On previous posts about Ducasse's prices, for me the precise extent to which his prices are higher than other NYC restaurants' would become a non-issue IF Ducasse's food could confer fulfillment.  If a restaurant offers at least a certain level of fulfillment, I begin to think any price a restaurant would realistically charge is justified (not taking into account wine!). However, below that level of fulfillment (which is relatively high for me and has not generally been met during my meals at Ducasse, Blanc, Pourcels, Taillevent and Bocuse), I begin to concentrate on how expensive a meal is and to compare it to alternatives.  I would rather dine at Union Pacific or Chanterelle than go to Ducasse NYC.

On the point as to why Chef "X" rather than Chef "Y" should be the number one chef currently, I would say that each diner's assessment of who is best can be deeply personal.  It may be the case that the public, or a particular group thereof, consider Chef "X" the best. With all respect, I would not generally feel compelled to accord particular weight to their assessments. However, within the E-Gullet community, I feel a need to voice that, for me and for many informed others, Alain Passard is the number one chef in the world.    

  • 4 months later...
Posted

I would appreciate members' input on how lunch at Ducasse differs from dinner there, leaving aside distinctions that are inherent to the two meals. :wink:  

Is the lowest prix fixe lunch still $65?

Posted

Cabrales,

As no one has chimed in, I'll just contribute that I'd gladly dine at either time. Let me know if you need a second at lunch, or dinner!

Posted

Having only been for dinner, Cabby, I can only hope that lunch is lighter and takes less than four hours!  I presume you've checked out the menus on their web-site?

Actually, didn't Bux and Shaw dwell on this question at some length in the Ducasse thread way back?  I wish the search engine worked.   :sad:

Posted

I paid my first visit to ADNY for lunch a few months ago.  I opted for the $165 prix fixe menu (with a variety of selections per course) vice the much less expensive seasonal lunch menu, so I'm not sure my impressions will directly address your question.  From what I can tell, my meal was no different than what would be served at dinner.  What follows is a note/review I wrote to a fellow board member about my experience for those who may be interested.....
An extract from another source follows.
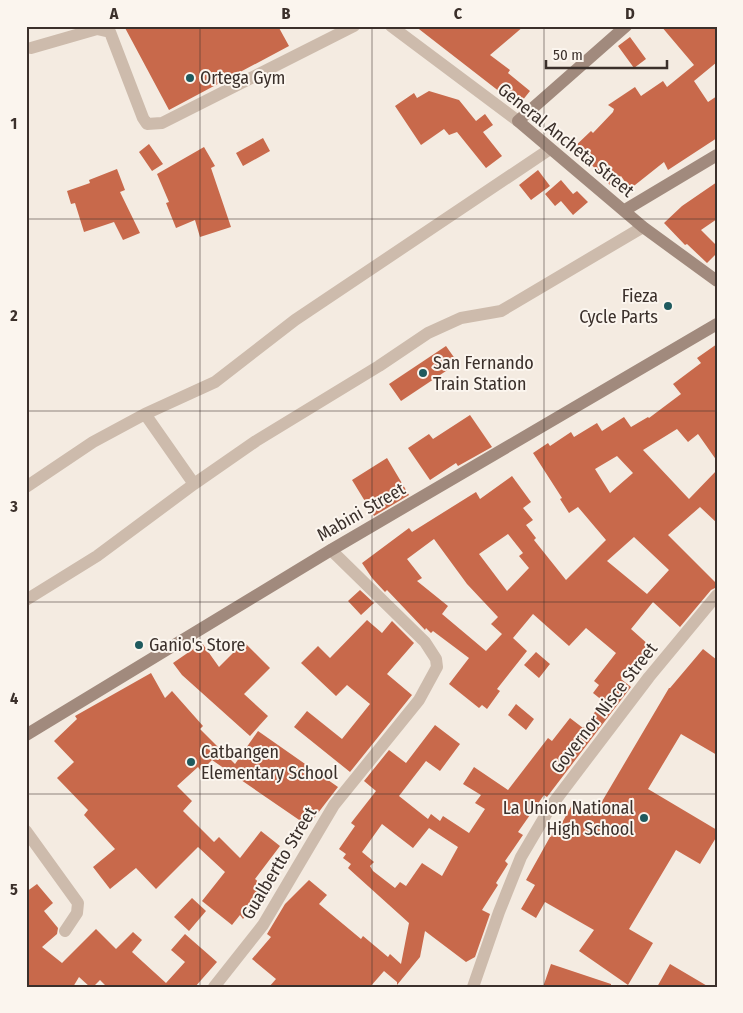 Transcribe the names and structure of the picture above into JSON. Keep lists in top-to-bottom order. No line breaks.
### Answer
{"streets":{"main road":["General Ancheta Street","Mabini Street"],"street":["Governor Nisce Street","Gualbertto Street"]},"crossings":[["Mabini Street","Gualbertto Street"]],"places":["Ortega Gym","Fieza Cycle Parts","San Fernando Train Station","Ganio's Store","Catbangen Elementary School","La Union National High School"],"scale_bar":"50 m","grid":{"columns":["A","B","C","D"],"rows":["1","2","3","4","5"]}} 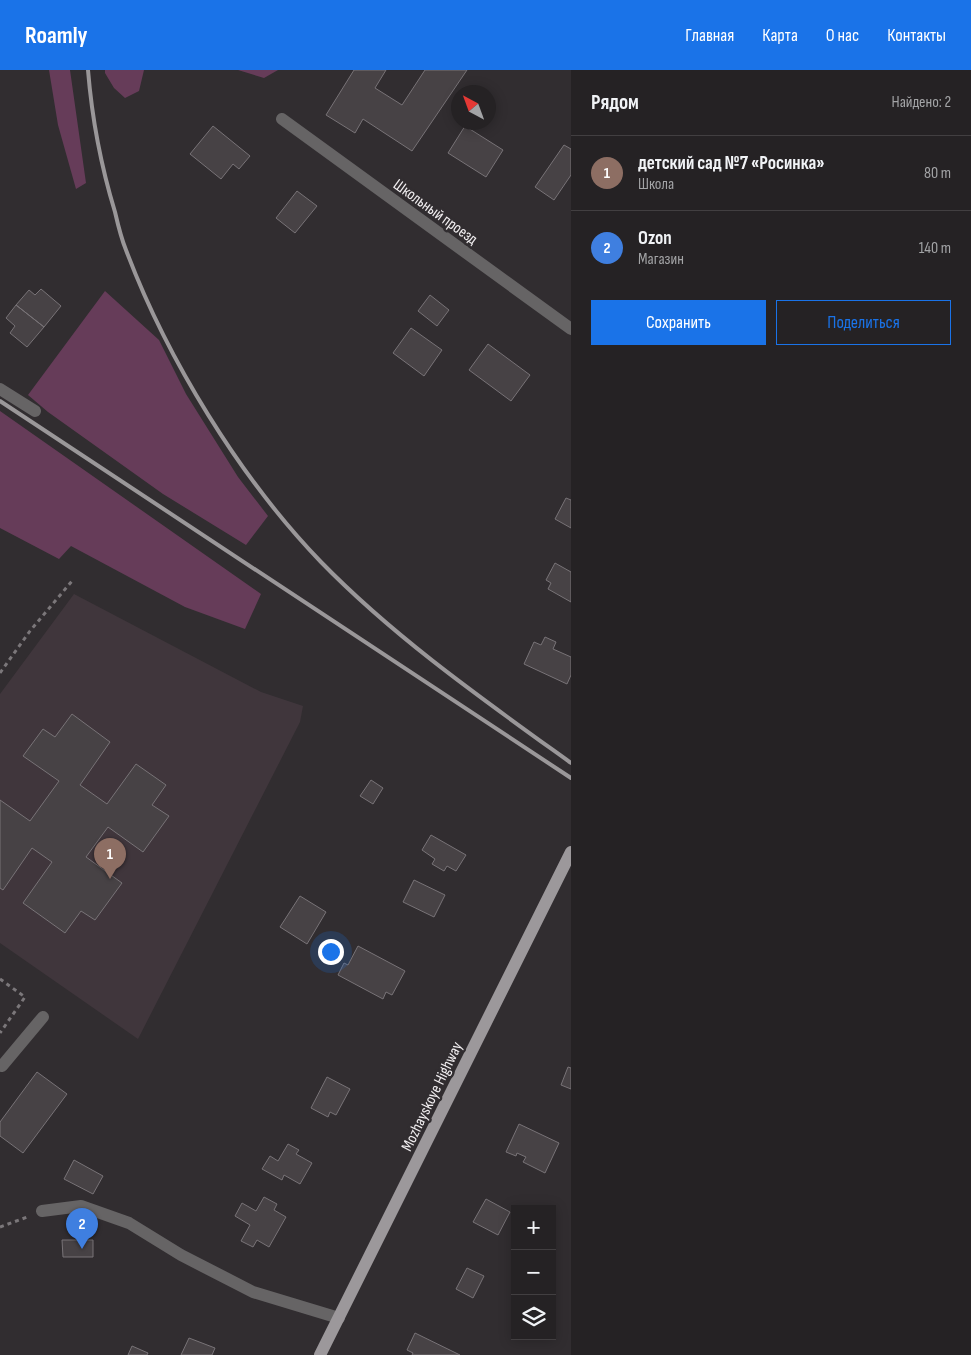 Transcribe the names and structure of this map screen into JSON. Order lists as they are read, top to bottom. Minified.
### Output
{"streets":{"main road":["Mozhayskoye Highway"],"street":["Школьный проезд"]},"north":"top left","page":{"header":"Roamly","nav":["Главная","Карта","О нас","Контакты"],"heading":["Рядом","Найдено: 2"],"list":[{"mark":"1","name":"детский сад №7 «Росинка»","note":"Школа","value":"80 m"},{"mark":"2","name":"Ozon","note":"Магазин","value":"140 m"}],"buttons":["Сохранить","Поделиться"],"pins":["1","2"],"map_buttons":["+","−"]}} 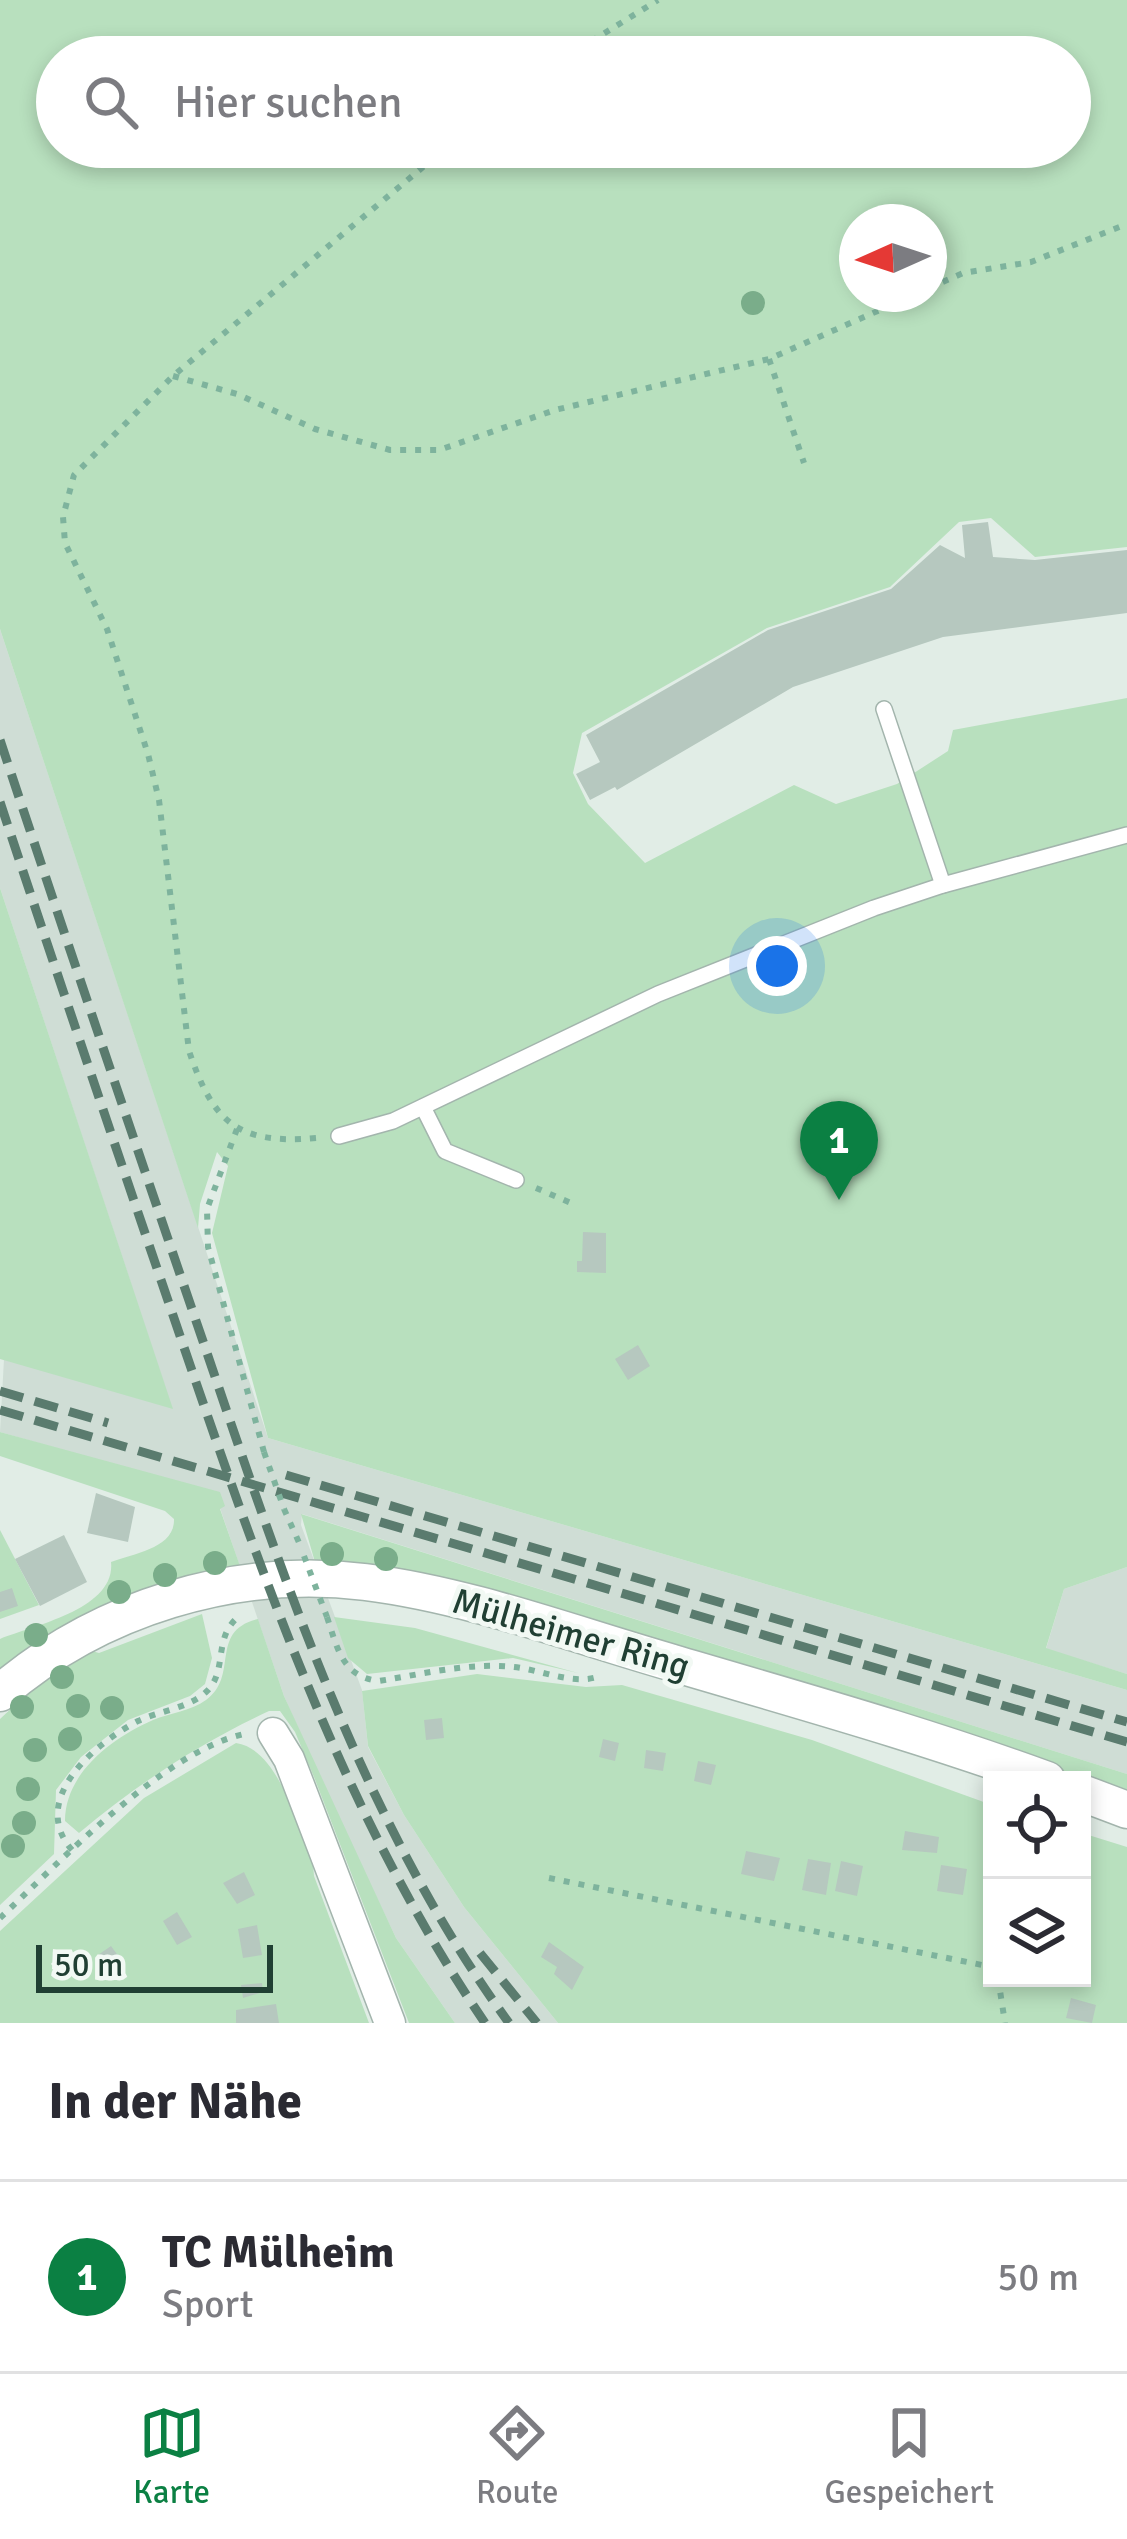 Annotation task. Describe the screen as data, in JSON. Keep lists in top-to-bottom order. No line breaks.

My sister and her husband, both avid foodies, were in town and so I arranged for a special meal at ADNY.  I had of course read all the scathing reviews, but didn’t pay much attention.  I trust Steven Shaw’s judgment, and many meals at the top restaurants in Paris (although not Alain Ducasse) have convinced me that the French still reign supreme in many aspects of fine dining.  I found it impossible to believe that a chef of Ducasse’s standing would permit anything short of art to come out of a kitchen with his name on it.  We went for Friday lunch and ended up spending about 4 hours there.  We ordered from the regular menu (with a la carte selections vice the seasonal set meal) and a decent bottle of Chambolle-Musigny.  As I had suspected, the food was superior in every aspect – quality, flavor, presentation, complexity – it was all there in spades.  Artichoke soup appetizer was superb, followed by a lobster casserole sort of thing with morel mushrooms that was just off the charts in terms of richness and flavor.  I’ve never had better morels in my life.  A pepper-crusted bison loin main was also fantastic, and the quality of the meat itself was significantly better than bison had at 2 excellent restaurants out West a month prior (Stein Erikson Lodge in Deer Valley was one) where they are much closer to the source.  My sister had a vegetarian appetizer, a baked vegetable concoction that may have been the best vegetarian dish I’ve ever had.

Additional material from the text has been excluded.